Copy out every line of the records in which "buttons" can be found.

[Dataset entries]

++++

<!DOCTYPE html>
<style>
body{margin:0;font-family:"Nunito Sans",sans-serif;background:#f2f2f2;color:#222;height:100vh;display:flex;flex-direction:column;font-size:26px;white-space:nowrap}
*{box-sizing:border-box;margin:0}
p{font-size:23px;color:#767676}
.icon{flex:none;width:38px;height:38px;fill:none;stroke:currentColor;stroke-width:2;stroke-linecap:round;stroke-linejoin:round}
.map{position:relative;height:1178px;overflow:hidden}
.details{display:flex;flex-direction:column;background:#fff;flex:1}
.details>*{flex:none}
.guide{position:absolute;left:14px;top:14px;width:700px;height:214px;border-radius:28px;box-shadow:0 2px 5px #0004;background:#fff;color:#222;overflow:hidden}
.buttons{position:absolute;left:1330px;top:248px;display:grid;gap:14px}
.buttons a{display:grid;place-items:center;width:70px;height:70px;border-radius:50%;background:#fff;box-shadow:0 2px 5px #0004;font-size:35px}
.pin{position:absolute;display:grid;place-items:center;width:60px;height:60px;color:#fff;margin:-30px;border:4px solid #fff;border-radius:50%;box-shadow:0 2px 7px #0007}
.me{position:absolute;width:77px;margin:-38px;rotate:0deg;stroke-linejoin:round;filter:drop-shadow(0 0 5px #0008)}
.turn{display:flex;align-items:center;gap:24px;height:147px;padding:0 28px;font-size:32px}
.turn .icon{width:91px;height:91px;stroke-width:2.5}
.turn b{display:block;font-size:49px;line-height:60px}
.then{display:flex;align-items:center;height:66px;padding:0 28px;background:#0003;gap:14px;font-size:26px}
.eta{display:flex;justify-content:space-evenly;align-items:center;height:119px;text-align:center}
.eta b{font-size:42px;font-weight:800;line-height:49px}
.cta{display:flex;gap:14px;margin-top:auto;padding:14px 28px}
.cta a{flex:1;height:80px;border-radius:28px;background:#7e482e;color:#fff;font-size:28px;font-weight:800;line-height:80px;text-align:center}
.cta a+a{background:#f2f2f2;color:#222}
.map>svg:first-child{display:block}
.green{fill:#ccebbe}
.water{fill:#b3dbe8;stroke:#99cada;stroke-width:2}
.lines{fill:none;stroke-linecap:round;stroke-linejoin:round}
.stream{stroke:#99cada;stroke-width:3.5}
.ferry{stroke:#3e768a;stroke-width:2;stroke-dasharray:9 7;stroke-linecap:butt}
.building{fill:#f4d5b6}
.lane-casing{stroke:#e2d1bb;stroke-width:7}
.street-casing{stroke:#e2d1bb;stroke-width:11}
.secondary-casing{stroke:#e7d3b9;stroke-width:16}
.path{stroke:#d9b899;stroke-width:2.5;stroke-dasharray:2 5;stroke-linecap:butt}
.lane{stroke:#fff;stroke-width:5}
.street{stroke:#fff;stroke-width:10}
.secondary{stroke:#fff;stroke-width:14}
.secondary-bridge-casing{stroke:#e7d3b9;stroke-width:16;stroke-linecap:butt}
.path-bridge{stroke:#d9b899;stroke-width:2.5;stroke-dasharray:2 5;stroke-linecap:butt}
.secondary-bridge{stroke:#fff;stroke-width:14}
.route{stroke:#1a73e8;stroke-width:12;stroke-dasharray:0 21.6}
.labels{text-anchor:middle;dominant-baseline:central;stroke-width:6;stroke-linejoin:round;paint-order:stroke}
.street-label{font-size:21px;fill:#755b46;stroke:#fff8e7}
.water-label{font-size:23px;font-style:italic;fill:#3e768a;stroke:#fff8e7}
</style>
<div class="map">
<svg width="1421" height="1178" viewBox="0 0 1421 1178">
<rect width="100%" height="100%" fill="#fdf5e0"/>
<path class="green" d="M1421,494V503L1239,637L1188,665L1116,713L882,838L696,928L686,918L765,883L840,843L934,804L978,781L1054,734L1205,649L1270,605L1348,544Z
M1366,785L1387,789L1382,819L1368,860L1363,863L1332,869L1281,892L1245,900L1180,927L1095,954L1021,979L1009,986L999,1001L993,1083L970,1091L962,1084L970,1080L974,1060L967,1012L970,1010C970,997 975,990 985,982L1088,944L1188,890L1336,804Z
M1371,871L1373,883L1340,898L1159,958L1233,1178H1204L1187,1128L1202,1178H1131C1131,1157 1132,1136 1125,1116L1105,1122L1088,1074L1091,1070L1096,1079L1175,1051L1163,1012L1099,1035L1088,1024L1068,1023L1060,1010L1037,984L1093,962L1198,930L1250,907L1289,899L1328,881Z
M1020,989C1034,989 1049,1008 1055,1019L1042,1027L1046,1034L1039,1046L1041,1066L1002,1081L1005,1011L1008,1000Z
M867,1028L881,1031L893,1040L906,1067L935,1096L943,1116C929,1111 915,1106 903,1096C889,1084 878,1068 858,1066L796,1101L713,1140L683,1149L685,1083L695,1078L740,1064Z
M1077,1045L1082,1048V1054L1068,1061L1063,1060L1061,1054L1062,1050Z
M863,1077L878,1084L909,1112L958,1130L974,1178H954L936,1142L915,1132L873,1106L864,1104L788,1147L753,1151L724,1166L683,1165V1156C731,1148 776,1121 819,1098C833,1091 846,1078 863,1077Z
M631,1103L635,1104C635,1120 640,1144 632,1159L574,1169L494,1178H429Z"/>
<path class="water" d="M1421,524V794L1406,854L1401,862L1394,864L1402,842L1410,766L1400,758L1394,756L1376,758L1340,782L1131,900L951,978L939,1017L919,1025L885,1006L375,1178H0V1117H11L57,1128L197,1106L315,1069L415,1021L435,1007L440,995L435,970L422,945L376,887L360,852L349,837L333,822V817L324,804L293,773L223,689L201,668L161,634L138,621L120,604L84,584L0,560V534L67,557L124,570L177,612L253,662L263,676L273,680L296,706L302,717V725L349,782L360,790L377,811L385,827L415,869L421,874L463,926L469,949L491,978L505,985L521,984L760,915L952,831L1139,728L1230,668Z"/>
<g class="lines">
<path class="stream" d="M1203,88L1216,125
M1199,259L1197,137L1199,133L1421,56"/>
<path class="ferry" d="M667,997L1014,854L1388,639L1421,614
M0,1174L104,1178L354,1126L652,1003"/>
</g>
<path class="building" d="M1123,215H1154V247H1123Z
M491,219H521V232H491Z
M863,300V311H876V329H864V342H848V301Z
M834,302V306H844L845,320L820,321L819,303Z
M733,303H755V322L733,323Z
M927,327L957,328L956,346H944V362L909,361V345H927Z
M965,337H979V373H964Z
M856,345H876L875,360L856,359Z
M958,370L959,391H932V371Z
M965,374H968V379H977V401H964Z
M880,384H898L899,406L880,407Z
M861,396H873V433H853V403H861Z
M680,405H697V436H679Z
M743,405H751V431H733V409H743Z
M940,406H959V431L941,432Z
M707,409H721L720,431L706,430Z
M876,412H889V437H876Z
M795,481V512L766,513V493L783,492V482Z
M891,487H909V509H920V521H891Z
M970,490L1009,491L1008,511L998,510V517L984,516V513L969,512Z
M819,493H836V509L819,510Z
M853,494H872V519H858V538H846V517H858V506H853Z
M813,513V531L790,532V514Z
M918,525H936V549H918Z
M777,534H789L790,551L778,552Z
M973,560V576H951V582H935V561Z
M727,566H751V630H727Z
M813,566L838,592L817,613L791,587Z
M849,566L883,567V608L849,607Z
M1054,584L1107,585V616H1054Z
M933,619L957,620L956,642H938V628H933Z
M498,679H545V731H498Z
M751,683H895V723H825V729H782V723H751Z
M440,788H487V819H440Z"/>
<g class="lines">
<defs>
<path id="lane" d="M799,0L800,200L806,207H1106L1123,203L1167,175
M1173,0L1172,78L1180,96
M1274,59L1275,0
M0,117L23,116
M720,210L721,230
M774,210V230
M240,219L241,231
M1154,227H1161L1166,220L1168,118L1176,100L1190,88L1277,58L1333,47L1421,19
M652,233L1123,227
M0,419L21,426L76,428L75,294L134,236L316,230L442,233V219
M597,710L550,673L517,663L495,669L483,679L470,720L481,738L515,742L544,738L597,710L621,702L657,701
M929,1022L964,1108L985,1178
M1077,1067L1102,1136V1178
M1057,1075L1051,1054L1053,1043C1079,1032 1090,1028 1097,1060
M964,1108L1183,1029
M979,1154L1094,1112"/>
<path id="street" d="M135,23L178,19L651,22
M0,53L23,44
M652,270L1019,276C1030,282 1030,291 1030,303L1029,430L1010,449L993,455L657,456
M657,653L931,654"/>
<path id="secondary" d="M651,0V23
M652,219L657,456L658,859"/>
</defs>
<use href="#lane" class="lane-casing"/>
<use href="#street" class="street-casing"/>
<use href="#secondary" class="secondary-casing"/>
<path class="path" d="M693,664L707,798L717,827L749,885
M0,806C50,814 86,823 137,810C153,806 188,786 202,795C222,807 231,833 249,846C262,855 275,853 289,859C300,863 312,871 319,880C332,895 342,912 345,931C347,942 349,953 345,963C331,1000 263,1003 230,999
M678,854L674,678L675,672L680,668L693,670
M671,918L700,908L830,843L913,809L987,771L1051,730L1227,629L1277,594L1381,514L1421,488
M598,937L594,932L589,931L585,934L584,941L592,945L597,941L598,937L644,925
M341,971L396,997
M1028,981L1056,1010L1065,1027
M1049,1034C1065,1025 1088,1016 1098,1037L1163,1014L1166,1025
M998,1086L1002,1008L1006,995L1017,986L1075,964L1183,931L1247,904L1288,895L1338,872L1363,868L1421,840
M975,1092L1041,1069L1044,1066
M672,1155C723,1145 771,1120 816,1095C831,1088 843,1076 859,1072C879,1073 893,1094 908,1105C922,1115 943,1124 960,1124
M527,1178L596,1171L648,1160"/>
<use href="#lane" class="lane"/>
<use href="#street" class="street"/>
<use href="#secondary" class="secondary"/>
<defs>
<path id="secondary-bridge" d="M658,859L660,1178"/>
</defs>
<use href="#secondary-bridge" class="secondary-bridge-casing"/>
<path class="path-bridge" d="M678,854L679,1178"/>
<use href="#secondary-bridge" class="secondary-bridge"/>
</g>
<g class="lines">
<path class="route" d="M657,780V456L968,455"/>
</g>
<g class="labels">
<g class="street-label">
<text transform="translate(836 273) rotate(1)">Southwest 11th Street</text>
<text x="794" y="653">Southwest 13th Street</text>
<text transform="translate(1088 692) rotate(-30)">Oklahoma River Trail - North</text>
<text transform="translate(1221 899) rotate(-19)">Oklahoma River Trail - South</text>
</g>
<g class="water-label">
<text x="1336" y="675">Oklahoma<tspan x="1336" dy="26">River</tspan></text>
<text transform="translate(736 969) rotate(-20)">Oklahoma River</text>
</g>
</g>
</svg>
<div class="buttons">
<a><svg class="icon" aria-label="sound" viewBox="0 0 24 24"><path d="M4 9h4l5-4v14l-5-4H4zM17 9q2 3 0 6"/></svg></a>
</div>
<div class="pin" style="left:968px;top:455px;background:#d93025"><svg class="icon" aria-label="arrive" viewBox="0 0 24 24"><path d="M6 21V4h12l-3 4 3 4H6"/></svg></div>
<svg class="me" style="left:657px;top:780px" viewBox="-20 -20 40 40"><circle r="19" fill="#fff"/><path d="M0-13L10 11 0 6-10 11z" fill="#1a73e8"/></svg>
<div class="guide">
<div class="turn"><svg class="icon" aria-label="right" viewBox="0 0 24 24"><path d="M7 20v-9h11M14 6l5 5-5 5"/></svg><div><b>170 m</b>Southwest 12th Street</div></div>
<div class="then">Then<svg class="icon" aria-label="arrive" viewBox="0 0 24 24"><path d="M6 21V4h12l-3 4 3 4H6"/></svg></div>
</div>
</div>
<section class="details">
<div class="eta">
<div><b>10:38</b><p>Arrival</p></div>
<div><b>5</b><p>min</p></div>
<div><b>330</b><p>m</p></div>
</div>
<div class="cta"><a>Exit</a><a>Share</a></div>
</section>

++++

• TASK RESPONSE:
.buttons{position:absolute;left:1330px;top:248px;display:grid;gap:14px}
.buttons a{display:grid;place-items:center;width:70px;height:70px;border-radius:50%;background:#fff;box-shadow:0 2px 5px #0004;font-size:35px}
<div class="buttons">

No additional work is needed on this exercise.